Denosing 3D Gaussians with DiT conditioned on multiview images for 3D assets -- via hierarchical Level of Detail representation for 3D Gaussians.
Zhang et al., "SparseSplat: Towards Applicable Feed-Forward 3D Gaussian Splatting with Pixel-Unaligned Prediction"
Feed-forward 3D Gaussian Splatting is often pixel-aligned. Here's a non-aligned one, based on 3D point clouds and anchors.
Khangaonkar et al., "Multimodal Large Language Models Cannot Spot Spatial Inconsistencies"
A benchmark for spotting spatial inconsistencies. MLLMs are still quite far from being accurate. Reminds me of various automated benchmarks that have recently been shown to be misleading.
Zhang et al., "Watch Before You Answer: Learning from Visually Grounded Post-Training"
When post-training VQA, sometimes your answers can be inferred easily **without** the images. These shortcuts are harmful. Removing them can improve performance.

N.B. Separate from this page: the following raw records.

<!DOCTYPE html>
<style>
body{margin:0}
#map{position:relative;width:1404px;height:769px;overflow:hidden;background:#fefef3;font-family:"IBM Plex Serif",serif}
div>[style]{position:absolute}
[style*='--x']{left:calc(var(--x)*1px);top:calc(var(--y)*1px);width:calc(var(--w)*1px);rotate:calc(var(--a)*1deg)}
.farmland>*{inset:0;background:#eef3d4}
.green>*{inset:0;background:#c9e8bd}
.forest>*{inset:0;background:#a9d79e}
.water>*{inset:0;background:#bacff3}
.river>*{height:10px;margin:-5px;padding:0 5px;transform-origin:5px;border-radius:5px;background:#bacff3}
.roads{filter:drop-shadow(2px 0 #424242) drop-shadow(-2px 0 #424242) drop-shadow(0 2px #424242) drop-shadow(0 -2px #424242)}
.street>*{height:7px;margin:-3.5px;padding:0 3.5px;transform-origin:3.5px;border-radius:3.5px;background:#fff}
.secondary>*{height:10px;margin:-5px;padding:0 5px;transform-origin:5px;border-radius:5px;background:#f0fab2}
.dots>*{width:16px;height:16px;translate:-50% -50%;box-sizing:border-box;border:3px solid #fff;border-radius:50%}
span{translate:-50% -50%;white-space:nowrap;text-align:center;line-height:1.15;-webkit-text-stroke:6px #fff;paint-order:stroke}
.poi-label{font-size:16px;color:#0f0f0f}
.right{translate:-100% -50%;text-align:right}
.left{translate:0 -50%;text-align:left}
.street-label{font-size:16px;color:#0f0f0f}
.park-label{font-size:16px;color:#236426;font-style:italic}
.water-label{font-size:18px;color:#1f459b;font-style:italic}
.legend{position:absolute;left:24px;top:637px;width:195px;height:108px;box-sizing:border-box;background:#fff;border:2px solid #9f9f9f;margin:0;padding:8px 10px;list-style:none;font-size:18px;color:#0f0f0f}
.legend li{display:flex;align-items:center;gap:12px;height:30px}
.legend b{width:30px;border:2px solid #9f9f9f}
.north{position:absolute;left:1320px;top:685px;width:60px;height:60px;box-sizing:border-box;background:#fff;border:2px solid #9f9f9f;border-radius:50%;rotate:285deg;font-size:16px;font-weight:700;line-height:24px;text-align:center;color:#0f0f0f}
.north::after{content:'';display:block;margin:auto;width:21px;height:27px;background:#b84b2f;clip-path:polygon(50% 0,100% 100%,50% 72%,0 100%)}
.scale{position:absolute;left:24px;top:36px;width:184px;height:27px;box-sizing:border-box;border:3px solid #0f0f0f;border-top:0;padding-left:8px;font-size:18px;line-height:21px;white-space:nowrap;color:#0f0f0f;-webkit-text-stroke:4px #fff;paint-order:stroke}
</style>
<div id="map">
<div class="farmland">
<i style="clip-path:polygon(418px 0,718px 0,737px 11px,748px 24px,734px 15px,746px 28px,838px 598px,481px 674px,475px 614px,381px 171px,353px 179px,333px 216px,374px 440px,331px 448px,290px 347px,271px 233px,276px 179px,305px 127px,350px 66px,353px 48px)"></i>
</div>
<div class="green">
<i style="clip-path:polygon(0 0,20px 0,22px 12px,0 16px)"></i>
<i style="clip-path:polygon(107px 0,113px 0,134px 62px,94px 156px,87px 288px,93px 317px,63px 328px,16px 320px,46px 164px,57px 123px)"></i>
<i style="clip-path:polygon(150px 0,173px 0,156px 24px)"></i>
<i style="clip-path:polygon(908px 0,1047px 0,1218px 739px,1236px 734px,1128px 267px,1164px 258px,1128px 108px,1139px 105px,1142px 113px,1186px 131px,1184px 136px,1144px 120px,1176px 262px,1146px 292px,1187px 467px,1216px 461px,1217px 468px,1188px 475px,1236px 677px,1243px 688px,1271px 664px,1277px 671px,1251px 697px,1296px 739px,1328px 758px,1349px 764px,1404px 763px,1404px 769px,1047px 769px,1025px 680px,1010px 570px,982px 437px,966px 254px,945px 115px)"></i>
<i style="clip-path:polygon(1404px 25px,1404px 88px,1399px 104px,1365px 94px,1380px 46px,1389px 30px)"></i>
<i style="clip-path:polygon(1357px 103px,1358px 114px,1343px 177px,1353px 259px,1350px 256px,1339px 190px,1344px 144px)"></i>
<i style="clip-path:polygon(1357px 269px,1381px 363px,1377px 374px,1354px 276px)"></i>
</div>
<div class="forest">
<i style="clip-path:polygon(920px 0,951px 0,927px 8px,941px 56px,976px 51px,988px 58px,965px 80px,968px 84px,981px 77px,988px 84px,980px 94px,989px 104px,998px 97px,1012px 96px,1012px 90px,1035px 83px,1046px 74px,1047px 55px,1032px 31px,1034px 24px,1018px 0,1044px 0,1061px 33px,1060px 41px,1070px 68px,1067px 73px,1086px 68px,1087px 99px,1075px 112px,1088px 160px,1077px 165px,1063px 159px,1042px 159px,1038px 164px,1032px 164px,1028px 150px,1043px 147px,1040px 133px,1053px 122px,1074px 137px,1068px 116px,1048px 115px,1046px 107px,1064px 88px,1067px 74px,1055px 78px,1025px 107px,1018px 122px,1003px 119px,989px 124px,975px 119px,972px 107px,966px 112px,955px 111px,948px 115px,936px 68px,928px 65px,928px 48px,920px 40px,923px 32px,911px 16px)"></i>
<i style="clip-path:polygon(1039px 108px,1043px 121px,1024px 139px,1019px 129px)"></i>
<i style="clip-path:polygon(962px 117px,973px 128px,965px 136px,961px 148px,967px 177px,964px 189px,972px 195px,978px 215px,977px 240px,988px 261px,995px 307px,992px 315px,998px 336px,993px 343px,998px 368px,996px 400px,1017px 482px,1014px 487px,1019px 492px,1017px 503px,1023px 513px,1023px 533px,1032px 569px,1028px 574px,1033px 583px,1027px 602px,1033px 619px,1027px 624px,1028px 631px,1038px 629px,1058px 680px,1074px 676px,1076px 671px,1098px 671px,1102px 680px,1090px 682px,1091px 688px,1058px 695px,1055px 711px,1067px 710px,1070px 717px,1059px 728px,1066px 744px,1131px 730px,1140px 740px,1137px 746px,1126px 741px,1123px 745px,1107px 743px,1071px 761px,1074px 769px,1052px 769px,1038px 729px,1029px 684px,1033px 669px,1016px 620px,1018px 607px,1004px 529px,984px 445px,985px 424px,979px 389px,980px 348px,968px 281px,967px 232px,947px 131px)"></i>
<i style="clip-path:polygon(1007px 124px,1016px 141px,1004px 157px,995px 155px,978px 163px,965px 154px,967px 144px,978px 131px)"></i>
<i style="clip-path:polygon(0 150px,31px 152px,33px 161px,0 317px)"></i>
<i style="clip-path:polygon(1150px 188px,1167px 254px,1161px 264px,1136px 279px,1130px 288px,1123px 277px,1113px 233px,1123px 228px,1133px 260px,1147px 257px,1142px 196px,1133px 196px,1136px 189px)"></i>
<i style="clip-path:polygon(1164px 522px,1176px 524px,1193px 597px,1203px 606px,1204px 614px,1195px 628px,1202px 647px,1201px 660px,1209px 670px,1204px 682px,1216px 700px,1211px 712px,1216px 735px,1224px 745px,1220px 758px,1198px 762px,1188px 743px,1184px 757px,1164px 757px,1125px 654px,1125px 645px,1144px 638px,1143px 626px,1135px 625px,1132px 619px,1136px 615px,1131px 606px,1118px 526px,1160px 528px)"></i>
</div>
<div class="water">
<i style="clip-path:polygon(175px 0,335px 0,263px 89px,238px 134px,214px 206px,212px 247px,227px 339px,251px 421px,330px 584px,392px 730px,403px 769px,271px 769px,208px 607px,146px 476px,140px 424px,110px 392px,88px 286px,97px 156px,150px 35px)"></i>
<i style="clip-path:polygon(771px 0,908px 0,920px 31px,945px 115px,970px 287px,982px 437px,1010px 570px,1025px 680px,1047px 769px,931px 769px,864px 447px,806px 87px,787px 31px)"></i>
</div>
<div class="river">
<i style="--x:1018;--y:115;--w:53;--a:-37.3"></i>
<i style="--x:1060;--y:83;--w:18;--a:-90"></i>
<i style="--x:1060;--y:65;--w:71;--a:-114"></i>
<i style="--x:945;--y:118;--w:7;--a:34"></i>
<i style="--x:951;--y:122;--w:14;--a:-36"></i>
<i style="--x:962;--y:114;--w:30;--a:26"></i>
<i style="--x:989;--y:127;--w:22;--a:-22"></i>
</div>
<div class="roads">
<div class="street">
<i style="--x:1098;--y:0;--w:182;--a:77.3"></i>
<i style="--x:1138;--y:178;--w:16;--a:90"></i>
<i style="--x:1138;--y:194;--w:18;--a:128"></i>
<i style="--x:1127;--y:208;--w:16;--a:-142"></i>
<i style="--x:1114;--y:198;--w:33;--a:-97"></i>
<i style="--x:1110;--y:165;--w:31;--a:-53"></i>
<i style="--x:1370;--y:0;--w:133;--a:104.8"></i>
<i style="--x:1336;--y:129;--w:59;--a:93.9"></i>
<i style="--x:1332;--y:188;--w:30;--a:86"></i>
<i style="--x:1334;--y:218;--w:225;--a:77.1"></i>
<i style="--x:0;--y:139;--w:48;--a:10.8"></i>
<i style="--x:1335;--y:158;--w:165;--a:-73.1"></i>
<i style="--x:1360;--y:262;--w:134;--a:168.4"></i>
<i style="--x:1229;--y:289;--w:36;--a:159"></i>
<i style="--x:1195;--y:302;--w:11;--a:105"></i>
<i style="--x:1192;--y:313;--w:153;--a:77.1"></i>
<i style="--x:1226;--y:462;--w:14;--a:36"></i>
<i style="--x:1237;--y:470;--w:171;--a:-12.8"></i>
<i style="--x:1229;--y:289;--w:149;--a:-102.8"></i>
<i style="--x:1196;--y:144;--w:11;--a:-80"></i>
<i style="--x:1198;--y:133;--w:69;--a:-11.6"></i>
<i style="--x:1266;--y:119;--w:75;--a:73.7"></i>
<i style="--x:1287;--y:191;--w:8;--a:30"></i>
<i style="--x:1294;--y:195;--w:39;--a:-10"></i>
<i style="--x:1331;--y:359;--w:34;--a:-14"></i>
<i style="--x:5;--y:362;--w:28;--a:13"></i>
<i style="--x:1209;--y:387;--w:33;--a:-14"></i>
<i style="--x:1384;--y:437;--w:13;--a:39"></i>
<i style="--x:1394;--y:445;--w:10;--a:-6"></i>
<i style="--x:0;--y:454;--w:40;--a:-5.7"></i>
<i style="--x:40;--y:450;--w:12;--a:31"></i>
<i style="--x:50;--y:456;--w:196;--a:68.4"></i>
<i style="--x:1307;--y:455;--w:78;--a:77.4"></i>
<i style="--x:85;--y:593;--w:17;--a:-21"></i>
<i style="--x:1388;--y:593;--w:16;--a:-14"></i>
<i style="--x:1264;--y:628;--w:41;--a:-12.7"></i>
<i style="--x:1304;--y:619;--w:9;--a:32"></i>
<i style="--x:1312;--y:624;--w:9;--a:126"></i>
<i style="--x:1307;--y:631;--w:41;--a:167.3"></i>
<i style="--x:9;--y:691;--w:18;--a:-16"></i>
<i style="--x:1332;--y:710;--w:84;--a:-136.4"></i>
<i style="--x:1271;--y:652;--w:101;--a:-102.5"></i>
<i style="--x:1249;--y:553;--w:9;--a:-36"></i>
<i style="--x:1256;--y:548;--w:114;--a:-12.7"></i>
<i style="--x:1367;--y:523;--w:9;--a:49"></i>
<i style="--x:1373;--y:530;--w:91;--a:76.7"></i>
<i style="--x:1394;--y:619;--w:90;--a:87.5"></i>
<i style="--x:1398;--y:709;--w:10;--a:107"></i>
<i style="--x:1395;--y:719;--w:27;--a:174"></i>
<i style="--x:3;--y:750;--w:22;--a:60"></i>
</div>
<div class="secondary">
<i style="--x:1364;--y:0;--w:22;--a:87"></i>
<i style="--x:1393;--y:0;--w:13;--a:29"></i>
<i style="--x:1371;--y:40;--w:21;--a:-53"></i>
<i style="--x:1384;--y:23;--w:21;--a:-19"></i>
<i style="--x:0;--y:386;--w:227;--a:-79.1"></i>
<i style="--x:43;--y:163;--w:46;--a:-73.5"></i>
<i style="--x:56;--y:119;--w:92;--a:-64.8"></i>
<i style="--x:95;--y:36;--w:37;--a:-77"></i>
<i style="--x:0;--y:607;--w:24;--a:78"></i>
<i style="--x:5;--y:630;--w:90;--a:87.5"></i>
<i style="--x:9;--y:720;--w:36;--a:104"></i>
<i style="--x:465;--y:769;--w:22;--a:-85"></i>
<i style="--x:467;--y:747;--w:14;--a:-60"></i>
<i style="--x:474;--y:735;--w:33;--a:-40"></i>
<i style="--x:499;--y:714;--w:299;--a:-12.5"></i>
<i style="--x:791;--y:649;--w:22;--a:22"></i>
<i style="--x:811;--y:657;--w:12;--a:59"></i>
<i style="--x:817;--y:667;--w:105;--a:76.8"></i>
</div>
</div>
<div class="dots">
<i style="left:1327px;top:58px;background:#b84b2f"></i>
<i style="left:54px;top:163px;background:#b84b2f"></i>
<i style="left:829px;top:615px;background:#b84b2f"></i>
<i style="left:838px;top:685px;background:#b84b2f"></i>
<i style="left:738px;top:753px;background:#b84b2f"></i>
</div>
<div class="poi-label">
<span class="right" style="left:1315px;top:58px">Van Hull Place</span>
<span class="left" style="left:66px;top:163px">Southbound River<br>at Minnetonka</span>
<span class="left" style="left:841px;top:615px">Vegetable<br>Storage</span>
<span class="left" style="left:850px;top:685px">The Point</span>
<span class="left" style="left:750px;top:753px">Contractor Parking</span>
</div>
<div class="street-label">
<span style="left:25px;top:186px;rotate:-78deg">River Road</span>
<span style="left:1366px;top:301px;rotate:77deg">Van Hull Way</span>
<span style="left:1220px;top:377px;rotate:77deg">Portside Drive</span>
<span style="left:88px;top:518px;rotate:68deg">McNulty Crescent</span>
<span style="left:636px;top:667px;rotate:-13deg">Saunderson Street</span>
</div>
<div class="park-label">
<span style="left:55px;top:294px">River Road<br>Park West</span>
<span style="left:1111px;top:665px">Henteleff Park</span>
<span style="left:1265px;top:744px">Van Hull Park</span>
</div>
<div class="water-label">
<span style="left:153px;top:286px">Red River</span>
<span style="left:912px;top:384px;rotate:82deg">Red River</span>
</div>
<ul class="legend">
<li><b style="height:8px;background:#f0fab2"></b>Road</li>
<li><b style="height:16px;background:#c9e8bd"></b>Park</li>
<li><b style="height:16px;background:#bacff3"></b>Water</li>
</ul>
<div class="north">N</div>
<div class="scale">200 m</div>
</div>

Ma et al., "SimpleProc: Fully Procedural Synthetic Data
from Simple Rules for Multi-View Stereo"
Turns out you can achieve state of the art, or even outperform it, with ZERO real data for multi-view stereo. Which actually does make sense since you are learning to solve geometry.
Huang et al., "UniRecGen: Unifying Multi-View 3D Reconstruction and Generation"

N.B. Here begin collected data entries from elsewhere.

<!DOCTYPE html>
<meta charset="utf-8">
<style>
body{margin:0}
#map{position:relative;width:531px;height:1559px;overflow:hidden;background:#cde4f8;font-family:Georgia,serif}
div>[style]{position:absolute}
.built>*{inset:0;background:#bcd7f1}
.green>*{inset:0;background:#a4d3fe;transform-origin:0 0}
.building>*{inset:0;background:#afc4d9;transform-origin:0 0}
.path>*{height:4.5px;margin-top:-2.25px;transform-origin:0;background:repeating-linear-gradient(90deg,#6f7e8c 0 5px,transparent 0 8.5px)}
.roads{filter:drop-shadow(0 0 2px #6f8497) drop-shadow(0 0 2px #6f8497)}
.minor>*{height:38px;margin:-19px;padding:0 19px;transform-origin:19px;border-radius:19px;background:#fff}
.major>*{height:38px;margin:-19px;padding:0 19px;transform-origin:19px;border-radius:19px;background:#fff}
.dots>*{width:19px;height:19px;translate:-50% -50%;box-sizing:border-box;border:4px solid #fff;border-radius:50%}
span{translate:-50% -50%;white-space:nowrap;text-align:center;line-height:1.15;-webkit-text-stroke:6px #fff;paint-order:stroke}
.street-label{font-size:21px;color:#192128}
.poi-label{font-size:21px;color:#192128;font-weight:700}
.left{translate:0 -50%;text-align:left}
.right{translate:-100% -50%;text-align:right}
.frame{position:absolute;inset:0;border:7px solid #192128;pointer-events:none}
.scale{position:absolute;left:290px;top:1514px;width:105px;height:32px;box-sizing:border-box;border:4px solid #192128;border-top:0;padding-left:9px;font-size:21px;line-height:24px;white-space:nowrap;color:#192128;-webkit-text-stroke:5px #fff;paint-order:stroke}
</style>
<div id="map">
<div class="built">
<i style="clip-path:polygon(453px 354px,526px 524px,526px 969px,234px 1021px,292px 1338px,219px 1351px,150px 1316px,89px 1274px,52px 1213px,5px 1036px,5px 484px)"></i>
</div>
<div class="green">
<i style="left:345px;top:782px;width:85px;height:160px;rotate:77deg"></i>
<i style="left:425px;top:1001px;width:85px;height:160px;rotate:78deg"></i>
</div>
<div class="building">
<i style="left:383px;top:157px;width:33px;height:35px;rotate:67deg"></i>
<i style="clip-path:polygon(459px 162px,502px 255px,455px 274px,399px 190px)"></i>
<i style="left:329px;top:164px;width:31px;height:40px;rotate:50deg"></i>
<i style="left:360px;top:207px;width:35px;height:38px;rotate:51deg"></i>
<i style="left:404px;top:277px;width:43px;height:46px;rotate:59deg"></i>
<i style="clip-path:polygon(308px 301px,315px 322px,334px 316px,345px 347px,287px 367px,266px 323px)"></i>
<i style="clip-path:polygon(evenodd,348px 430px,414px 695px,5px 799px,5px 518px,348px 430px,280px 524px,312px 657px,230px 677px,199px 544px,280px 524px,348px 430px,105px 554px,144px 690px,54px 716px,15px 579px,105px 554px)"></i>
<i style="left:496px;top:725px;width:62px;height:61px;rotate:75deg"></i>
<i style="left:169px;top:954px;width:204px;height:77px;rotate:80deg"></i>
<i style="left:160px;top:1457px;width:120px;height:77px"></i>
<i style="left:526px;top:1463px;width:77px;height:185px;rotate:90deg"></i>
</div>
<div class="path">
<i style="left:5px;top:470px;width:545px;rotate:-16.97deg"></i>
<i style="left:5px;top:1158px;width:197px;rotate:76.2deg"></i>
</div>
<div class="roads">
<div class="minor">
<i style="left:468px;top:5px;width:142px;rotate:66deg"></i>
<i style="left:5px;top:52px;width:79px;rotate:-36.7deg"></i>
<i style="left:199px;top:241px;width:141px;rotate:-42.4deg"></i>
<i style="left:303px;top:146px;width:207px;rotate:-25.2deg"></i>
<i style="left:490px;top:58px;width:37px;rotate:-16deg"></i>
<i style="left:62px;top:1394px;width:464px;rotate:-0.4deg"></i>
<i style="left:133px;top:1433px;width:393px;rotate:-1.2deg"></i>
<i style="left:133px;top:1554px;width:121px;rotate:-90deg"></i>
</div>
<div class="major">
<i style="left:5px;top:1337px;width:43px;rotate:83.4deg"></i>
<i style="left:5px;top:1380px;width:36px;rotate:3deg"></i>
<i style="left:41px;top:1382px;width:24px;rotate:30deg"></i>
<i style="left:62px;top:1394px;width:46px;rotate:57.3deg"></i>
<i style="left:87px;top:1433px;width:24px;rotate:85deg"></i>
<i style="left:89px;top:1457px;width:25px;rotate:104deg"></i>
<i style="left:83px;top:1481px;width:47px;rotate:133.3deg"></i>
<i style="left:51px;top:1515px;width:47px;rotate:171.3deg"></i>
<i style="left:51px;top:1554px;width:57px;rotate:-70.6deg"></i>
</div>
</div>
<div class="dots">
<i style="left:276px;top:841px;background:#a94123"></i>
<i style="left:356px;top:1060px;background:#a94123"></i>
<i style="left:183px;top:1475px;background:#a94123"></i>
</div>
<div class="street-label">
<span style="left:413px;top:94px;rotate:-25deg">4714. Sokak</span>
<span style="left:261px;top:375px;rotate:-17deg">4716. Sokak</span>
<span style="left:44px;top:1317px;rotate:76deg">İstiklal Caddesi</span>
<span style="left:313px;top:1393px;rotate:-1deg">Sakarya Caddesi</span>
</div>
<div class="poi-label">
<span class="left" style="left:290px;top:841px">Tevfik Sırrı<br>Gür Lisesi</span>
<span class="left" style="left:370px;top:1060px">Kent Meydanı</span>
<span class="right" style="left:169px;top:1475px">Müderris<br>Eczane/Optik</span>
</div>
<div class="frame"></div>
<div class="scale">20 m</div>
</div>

Estimate 3D point clouds (maps) in both camera and object coordinates, which leads to better multi-view feed-forward reconstruction.
Newman et al., "Video Models Reason Early: Exploiting Plan Commitment for Maze Solving"
Similar to the chain of steps paper, the so-called "reasoning" of video models seems to happen early, allowing exploitation of early steps for better problem solving.
Li and Luo et al., "Benchmarking PhD-Level Coding in 3D Geometric Computer Vision"
Am I replaced yet? Not yet! 3D seems still hard. I guess we still have to provide them with tools for now. But for how much longer?